Cagliari-Parma sarà anche una sfida tra due squadre che, secondo Fabio Liverani, hanno scelto di guardare al futuro attraverso un profondo rinnovamento delle rispettive rose. L’ex allenatore di entrambe le formazioni ha analizzato il momento dei rossoblù e degli emiliani, soffermandosi soprattutto sulla situazione di Sebastiano Esposito.
Liverani e il caso Esposito
Liverani non ha nascosto le proprie perplessità sulla gestione della vicenda che ha portato alla separazione tra Esposito e il Cagliari. Pur precisando di non conoscere tutti gli elementi della situazione, l’ex tecnico rossoblù ritiene che la questione avrebbe potuto essere affrontata in maniera differente.
«Credo però che, in senso generale, la cosa potesse e dovesse essere gestita in maniera diversa», ha spiegato Liverani, riconoscendo le ragioni delle parti coinvolte.
Il giudizio sul piano calcistico, invece, è molto chiaro. Per il Cagliari la partenza dell’attaccante rappresenta una perdita importante: «Calcisticamente quella di Esposito è una perdita pesantissima per il Cagliari: il ragazzo è tra i migliori giovani attaccanti italiani».
Liverani ha inoltre rivolto un pensiero a Yael Trepy, augurandogli una pronta guarigione.
Cagliari e Parma, due percorsi simili
L’analisi dell’ex allenatore si è poi spostata sulle strategie adottate da Cagliari e Parma. Entrambi i club hanno ceduto alcuni elementi importanti per puntare su giocatori più giovani e con margini di crescita.
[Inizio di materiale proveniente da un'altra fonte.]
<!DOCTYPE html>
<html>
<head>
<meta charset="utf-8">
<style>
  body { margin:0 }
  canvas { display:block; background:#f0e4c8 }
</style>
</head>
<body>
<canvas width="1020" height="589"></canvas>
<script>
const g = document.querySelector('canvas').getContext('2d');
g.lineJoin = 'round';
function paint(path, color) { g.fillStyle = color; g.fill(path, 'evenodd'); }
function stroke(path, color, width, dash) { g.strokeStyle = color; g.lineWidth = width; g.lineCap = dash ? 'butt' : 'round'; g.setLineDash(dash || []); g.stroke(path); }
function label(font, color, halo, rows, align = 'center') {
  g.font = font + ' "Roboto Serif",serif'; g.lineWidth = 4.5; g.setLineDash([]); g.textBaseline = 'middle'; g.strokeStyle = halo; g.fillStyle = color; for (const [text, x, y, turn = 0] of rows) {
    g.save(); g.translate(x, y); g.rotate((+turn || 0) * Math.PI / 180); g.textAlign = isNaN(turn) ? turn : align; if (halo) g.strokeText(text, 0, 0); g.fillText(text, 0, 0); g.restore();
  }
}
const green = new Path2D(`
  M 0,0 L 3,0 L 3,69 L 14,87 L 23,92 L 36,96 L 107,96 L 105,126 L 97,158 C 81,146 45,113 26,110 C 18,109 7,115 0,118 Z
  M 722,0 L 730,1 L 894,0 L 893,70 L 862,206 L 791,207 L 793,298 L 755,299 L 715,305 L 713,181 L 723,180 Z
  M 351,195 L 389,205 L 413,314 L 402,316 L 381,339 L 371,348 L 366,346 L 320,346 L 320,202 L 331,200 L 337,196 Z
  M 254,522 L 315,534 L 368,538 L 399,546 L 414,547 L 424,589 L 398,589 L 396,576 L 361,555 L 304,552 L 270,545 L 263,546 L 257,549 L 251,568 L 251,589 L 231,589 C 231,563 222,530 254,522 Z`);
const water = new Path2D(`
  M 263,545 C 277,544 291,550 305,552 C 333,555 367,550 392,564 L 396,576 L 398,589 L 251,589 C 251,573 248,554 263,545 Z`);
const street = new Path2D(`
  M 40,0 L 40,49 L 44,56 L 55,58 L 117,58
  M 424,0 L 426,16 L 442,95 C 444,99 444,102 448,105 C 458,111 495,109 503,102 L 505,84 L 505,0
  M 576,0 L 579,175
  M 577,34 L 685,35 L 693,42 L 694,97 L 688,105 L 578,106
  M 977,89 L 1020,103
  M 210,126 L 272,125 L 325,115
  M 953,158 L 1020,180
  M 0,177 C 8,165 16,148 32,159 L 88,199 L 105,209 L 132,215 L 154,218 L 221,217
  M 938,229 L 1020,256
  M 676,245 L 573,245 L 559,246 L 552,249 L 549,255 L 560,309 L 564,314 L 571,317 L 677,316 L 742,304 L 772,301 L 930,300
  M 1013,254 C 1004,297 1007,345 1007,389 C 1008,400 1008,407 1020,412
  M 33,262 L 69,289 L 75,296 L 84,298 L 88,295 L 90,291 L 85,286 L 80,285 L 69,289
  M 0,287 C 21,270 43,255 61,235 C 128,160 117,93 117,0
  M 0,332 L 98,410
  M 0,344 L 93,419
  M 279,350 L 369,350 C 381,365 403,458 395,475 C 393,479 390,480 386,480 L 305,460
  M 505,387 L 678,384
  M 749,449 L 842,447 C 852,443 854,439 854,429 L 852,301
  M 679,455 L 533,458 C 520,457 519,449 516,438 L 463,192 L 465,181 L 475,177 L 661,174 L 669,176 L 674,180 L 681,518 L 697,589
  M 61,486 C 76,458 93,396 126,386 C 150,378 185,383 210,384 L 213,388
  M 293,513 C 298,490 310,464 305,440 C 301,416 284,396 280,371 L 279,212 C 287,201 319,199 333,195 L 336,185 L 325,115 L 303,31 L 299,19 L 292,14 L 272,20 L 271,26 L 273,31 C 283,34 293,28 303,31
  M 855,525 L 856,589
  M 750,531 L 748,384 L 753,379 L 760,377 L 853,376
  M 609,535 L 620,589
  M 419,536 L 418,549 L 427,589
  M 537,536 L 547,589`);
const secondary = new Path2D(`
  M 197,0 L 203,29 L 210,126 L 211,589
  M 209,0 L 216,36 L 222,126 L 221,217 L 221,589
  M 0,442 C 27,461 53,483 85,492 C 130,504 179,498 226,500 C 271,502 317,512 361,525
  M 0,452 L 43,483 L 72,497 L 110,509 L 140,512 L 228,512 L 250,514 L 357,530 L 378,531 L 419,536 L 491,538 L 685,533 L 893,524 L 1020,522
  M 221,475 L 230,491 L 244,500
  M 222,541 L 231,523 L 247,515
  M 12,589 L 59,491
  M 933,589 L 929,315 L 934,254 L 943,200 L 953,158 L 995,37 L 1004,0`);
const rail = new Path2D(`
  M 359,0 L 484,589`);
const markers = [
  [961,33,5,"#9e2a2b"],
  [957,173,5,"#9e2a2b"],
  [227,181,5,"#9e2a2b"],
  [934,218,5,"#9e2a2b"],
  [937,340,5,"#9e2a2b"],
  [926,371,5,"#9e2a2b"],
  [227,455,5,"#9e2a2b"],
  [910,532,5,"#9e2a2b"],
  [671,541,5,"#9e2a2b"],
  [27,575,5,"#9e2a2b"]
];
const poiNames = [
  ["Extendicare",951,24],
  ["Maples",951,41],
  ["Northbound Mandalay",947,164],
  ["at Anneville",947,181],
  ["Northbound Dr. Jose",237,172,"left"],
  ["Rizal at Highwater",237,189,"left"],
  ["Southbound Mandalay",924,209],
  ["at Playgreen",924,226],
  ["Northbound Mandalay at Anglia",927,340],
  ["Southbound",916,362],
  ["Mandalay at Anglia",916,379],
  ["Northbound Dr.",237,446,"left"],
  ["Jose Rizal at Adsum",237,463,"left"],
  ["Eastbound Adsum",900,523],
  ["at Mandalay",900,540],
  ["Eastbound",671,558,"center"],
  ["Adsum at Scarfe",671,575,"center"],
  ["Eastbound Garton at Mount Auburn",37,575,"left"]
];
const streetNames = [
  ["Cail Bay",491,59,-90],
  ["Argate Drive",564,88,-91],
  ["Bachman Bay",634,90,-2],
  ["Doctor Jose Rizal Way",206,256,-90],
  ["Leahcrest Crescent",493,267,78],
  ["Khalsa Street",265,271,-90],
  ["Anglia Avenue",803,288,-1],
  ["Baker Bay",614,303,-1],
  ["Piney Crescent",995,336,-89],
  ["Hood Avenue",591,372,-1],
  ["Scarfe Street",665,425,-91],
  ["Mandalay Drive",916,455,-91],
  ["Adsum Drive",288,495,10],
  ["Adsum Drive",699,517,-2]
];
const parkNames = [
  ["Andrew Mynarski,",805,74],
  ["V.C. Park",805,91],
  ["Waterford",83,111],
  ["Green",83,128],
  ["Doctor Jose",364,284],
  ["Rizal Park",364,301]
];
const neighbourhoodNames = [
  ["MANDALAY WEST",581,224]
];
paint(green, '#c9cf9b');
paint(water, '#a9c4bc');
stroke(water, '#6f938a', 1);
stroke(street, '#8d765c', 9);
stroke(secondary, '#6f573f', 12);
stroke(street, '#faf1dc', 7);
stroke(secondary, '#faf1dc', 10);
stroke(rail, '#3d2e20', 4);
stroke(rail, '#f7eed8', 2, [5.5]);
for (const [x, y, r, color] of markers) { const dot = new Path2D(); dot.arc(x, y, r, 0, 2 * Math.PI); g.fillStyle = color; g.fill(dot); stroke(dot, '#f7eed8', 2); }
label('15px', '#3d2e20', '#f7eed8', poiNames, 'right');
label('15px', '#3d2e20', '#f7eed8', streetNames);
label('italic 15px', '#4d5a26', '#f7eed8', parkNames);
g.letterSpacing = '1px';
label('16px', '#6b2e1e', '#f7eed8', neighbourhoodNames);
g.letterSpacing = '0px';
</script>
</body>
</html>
Una scelta che, secondo Liverani, può richiedere tempo prima di dare risultati. Le due squadre dovranno infatti trovare il giusto equilibrio tra i nuovi arrivati e i giocatori già presenti in rosa, assimilando anche le idee dei rispettivi allenatori.
Il percorso del Cagliari di Fabio Pisacane è stato caratterizzato da un rinnovamento più ampio, mentre il Parma ha modificato soprattutto alcuni elementi dell’asse centrale. In entrambi i casi, dunque, servirà pazienza per vedere il risultato del lavoro.
E su Esposito, Liverani ribadisce la propria stima: «A me personalmente piace tantissimo, anche perché è eclettico e può essere utilizzato con eguale efficacia in più ruoli».